Lol, it's all meant in good fun.

I've actually spent quite a bit of time considering the phenomenon of "pointing" although as a Springer field trailer, my perspective is "how to avoid it." Anything less than accelerating into the flush is considered a major fault in our game and yet even after decades of selective breeding away from the trait, it's one of the most common causes of otherwise excellent dogs becoming washouts. 

It's generally considered by the spaniel community to be a complex issue combining some degree of genetics and environmental factors. The way you plant birds and the process used to steady a spaniel can create a "soft flush" (ranging from slowing down as the dog nears the bird to a full on, staunch point in some dogs). Sometimes it's attributed to the temperament of the dog; one that "thinks about it too hard" as suggested in the article. 

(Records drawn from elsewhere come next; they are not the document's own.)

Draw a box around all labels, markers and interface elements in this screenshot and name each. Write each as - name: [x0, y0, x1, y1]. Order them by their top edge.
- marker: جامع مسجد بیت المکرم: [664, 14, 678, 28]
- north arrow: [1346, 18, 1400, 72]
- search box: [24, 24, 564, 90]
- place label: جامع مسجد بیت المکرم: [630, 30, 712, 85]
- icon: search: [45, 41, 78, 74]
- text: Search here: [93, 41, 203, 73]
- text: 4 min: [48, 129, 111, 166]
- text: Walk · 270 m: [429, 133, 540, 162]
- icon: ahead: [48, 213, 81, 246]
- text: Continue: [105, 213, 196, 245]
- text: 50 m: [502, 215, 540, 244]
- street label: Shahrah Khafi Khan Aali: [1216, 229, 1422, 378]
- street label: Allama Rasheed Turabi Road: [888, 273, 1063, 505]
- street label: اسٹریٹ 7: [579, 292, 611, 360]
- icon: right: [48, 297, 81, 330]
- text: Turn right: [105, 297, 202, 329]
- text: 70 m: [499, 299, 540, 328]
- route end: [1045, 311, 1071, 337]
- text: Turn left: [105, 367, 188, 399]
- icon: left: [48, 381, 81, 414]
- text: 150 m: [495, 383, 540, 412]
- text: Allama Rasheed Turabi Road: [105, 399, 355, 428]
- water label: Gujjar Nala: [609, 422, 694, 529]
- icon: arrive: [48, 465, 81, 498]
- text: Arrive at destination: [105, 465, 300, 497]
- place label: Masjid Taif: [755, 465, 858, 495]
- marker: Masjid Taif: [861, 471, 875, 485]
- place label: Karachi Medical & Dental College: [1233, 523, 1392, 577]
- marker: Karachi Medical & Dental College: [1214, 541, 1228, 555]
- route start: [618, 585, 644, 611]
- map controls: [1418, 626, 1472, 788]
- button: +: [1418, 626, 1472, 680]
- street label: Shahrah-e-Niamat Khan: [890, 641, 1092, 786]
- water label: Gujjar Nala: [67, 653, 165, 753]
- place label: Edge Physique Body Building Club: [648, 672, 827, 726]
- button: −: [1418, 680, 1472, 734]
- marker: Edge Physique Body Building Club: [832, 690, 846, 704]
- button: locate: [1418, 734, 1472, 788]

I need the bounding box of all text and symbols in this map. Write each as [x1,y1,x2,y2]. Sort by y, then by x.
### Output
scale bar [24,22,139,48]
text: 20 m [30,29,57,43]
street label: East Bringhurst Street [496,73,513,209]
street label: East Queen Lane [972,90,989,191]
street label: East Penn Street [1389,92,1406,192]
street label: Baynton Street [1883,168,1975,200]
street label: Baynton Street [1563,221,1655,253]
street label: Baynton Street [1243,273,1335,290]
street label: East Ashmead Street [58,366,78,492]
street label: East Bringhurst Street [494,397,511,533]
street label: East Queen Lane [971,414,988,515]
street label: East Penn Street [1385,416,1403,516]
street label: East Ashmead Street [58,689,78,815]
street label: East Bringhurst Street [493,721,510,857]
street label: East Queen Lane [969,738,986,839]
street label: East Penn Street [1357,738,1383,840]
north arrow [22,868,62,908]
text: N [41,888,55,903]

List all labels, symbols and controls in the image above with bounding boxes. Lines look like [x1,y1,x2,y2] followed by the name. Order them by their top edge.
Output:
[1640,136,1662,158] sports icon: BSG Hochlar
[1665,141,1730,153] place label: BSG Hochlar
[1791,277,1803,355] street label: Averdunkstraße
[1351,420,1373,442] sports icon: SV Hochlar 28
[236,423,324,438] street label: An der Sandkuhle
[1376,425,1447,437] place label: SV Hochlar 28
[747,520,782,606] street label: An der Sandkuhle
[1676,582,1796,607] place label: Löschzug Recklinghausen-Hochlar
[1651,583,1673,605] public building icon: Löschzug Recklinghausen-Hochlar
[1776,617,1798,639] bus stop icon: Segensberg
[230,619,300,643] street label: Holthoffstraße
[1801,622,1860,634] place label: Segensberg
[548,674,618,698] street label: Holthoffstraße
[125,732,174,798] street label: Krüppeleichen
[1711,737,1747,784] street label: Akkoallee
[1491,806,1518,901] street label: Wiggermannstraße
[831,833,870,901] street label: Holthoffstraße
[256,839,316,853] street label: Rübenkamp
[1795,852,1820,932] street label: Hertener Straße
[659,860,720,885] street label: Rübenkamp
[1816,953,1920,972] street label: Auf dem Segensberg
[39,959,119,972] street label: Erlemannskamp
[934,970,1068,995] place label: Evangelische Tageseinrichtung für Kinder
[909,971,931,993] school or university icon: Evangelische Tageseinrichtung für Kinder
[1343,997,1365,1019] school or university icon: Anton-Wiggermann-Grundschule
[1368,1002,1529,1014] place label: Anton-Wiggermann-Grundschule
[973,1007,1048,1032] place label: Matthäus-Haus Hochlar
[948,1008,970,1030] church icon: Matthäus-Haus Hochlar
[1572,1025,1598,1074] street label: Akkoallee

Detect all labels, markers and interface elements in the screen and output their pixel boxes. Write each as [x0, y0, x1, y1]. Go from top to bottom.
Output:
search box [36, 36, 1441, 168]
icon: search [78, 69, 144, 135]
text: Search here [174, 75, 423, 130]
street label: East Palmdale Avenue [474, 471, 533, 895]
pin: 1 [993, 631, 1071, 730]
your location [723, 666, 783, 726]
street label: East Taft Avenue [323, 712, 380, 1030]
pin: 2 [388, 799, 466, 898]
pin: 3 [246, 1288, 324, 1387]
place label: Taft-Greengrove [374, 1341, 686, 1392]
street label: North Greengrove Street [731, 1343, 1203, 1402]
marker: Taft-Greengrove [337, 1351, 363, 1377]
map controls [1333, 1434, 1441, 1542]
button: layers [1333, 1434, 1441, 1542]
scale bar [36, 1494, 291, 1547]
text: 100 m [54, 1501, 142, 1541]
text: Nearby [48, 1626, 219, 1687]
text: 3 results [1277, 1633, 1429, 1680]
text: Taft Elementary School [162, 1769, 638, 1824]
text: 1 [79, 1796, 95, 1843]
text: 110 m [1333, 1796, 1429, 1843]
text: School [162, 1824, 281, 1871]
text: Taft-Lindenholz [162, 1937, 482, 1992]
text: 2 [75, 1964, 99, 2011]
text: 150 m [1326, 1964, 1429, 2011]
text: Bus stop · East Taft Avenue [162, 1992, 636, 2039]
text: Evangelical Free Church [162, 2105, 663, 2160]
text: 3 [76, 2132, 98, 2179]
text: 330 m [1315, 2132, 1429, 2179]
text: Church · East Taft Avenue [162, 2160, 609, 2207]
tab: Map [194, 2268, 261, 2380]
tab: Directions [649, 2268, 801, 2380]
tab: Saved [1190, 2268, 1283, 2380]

I've noticed a tendency for a soft flush in dogs that are trained extensively in the relatively tighter control environment of non-slip retriever work and I suspect that this is at least partially the reason we hear of more & more "pointing Labs" these days.


----------



## motor-vater (Oct 28, 2013)

Can't imagine what it must be like to swing a shotgun in 7ft. Of corn.. But I'm only 5'10"... I guess I'm lucky that the game birds I chase live in ditches and desert shrubs.. Either way I sure enjoy the way my dog hunts weather I know any thing or not. I sure know how to have fun hunting. Only advice I will give to the op is never let your kid shoot coots for your dog, mine now points every 5 ft on the way to the blind in the morning...lol


----------



## James Seibel (Aug 20, 2008)

truthseeker said:


> This is why, you don't see Lab's in pointer competition.
> 
> Keith


Keith you will find that there is more reason than style on point why you do not see Labs in Pointer competition, it is called endurance. 
Labs are they not sprinters by nature ? 

When have you ever seen a lab that could keep with the pace of a pointer? There is also running style to consider. Pointer/ Setter men want to see high cracking tail also. In a way it is to bad many of them look down on dogs with doc tails. I have owned probably as many English pointers as GSP. I never ran my GSP in Grouse trials because I knew it was a waste of time. 

But one man , his name Tom Ginger hunted behind my Sam dog about 1/2 dozen times. He called me up and said to me when Sam died. That he had watched 17 Pa Grouse dogs become Pa State Grouse Champion and one Grand National Grouse Champion and that Sam did NOT take the back seat to any of those dogs. Tom never had to say anything to me about this. Besides I have seen 1000's of Pointing dogs , I knew what Sam was.

I ran Sam against many dogs in the woods and the true fact is none found more birds than he could find. The endurance factor comes in play also of day in day out hunting Hours a day that a Pointer can run. I can not believe any lab could keep this pace up. Sam died at 14 years old. 

Not to mention I was a Scout for 2 such dogs as Reg 2 Amateur Ch. Scandia Sam and Fld Champion Riches Cap &Ball just to name two horse back shooting dogs. I honestly can say I never saw any Retriever that would ever hold up to the pace these dogs burned ground up. 

We don't have to go to Grand Junction Tenn. To prove this either. 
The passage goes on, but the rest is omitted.